[Opening GIVEN DATA section]

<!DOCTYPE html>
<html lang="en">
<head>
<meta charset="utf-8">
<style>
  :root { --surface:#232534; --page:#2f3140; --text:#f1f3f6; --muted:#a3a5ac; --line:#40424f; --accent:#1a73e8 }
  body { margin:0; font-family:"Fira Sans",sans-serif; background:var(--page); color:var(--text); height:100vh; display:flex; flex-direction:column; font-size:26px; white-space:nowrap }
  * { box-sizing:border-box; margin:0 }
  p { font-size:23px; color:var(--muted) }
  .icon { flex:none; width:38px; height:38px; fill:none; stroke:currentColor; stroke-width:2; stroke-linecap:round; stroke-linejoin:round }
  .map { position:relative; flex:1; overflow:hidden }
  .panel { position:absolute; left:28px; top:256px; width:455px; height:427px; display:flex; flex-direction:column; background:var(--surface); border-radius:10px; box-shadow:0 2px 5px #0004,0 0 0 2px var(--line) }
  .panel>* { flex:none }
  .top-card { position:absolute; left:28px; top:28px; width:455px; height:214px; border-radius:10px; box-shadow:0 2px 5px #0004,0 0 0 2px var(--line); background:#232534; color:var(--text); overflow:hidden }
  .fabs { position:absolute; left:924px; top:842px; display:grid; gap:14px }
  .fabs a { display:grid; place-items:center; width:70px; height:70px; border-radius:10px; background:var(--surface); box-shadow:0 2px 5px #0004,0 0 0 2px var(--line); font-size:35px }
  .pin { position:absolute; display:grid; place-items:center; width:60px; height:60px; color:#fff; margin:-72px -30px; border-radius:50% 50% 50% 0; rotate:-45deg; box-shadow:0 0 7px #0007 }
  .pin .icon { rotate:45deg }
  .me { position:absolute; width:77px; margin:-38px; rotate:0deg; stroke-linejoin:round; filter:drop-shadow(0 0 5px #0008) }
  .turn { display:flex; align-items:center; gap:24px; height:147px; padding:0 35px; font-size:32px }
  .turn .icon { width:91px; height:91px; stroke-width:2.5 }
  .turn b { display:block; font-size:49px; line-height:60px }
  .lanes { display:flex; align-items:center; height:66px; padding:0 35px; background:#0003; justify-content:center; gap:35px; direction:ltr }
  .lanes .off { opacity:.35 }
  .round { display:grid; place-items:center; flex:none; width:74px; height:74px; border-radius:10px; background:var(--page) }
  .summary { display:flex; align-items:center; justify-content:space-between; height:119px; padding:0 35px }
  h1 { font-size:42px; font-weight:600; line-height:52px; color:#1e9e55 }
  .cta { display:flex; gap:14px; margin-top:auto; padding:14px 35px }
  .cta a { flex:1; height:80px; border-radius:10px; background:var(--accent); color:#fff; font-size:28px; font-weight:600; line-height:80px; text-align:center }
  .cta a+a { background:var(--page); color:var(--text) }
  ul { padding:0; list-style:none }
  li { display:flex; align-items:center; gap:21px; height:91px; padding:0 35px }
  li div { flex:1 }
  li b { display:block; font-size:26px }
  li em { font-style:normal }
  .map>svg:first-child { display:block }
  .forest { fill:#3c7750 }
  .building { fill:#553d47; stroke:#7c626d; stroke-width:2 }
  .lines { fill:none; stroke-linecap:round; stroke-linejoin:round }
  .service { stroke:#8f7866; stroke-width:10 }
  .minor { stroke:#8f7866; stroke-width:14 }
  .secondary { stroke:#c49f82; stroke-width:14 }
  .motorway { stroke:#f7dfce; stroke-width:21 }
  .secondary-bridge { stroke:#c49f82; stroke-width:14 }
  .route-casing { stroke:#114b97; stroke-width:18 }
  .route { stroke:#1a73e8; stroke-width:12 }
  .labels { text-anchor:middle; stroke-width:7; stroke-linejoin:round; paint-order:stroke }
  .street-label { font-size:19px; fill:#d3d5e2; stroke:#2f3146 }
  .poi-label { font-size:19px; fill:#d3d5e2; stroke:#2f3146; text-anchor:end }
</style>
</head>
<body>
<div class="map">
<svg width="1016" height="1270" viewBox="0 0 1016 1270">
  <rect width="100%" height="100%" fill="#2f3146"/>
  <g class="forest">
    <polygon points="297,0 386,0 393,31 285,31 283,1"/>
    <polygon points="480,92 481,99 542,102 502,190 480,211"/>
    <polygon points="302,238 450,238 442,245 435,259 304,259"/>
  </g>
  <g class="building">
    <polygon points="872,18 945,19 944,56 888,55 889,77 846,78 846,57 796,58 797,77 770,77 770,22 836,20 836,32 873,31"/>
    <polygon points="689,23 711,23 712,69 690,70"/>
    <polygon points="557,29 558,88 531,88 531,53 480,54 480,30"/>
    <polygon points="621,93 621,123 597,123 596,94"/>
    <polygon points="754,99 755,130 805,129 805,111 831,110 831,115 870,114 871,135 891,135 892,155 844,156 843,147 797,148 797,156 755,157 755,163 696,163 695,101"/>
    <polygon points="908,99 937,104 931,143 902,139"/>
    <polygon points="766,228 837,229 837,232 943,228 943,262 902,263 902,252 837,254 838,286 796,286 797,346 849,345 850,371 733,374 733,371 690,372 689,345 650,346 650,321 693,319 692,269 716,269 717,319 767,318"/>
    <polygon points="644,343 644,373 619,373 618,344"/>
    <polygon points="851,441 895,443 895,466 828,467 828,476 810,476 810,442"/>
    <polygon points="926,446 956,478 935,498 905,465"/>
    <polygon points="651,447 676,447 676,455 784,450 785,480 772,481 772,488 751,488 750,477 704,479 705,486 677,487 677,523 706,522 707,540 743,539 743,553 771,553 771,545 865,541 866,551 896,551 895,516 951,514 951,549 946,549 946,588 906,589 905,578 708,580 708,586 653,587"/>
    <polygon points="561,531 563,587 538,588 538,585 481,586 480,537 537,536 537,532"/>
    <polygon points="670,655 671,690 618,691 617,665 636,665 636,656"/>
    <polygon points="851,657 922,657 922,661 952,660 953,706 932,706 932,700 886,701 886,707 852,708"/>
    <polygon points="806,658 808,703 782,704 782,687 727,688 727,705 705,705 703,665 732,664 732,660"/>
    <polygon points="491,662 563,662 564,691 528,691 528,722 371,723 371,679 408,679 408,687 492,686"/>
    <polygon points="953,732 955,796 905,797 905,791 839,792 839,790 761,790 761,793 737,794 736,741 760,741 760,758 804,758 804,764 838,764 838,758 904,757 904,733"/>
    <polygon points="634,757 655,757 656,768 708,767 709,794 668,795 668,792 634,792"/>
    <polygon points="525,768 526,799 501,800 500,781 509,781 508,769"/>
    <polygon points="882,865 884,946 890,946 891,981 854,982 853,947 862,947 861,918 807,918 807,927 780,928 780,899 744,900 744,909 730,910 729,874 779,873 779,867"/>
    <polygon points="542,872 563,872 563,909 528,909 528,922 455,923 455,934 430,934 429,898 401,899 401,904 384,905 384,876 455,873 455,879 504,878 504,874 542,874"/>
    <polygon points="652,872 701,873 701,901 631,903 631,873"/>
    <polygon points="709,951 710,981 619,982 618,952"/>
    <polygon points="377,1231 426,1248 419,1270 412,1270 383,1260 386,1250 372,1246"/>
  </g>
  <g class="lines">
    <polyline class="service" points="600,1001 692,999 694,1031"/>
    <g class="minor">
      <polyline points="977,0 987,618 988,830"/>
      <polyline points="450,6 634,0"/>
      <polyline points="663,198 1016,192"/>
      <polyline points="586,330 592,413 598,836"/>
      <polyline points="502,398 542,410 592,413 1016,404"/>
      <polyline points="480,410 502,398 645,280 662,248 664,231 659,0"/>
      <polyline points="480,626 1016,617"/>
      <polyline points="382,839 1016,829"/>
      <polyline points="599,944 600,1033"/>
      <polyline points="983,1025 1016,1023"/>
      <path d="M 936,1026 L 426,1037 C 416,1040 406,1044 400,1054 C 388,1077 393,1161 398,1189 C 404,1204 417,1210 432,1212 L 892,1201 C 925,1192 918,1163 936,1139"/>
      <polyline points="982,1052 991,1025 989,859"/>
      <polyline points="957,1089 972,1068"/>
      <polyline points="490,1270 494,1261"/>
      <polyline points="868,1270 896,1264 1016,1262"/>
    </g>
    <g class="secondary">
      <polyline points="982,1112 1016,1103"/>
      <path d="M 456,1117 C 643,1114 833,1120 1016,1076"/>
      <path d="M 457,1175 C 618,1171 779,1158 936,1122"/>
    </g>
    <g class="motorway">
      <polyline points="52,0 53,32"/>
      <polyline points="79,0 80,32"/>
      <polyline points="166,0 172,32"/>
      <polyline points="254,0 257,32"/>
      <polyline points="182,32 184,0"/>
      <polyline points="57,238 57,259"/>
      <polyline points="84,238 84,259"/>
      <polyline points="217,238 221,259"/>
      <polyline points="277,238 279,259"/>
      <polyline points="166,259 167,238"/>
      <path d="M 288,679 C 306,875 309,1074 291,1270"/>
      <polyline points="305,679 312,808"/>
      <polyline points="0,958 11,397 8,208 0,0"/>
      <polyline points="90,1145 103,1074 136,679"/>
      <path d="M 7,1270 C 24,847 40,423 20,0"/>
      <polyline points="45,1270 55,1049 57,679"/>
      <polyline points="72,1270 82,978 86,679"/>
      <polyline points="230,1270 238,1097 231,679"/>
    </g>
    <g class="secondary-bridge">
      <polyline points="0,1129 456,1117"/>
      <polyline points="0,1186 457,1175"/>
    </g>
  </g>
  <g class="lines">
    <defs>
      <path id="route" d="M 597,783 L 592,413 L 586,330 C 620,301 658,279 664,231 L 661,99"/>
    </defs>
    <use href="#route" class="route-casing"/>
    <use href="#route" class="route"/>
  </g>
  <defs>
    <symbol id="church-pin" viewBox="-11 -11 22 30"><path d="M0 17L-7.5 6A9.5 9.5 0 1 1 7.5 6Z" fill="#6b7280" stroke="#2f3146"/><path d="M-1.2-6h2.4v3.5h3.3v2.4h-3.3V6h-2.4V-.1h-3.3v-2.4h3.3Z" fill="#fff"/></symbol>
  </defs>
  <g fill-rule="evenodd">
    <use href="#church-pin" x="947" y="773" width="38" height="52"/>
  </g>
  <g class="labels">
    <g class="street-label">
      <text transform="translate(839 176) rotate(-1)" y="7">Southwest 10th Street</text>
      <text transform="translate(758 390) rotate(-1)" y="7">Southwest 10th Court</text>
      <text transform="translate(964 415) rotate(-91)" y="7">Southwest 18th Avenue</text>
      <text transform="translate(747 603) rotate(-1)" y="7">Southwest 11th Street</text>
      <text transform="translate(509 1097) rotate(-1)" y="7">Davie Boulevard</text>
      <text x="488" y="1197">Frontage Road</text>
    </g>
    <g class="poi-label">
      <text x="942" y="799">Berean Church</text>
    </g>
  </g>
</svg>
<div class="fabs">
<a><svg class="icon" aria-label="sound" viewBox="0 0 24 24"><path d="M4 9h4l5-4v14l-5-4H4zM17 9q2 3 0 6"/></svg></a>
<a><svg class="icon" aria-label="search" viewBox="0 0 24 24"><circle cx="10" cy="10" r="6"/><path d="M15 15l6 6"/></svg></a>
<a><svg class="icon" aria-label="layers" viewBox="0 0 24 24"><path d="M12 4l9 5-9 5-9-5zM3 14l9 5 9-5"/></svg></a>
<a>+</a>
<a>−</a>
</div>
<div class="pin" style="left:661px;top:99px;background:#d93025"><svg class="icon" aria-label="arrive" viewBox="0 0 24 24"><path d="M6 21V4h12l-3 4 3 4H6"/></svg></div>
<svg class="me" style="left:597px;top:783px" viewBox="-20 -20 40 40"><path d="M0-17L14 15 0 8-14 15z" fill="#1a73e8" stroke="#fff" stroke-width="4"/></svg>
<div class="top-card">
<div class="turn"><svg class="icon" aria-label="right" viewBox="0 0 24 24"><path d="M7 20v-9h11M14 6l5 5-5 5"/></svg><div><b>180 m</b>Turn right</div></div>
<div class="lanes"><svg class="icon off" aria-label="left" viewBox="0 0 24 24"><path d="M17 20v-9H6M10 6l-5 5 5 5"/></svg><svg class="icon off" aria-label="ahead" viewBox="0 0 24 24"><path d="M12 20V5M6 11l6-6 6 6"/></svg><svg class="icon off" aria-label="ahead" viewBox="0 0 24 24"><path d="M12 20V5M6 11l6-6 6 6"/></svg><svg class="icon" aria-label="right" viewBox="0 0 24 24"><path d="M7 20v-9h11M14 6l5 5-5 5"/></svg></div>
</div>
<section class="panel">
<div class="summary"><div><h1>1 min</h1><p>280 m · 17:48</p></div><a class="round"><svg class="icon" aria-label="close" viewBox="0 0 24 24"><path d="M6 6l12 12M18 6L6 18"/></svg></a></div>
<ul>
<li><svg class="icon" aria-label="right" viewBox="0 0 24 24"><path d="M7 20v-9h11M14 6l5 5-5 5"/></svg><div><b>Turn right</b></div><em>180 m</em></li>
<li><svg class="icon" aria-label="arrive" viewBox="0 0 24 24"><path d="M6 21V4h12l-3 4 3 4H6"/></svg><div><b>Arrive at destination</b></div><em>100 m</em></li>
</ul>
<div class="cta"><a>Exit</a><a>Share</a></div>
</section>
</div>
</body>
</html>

[Closing GIVEN DATA section]

Within the data above, the span starting at the line containing "fill:#553d47; stroke:#7c626d; stroke-width:2" and ending at the line containing "fill:none; stroke-linecap:round; stroke-linejoin:round" is to be retyped exactly, with no other lines.

YOUR RESPONSE –
  .building { fill:#553d47; stroke:#7c626d; stroke-width:2 }
  .lines { fill:none; stroke-linecap:round; stroke-linejoin:round }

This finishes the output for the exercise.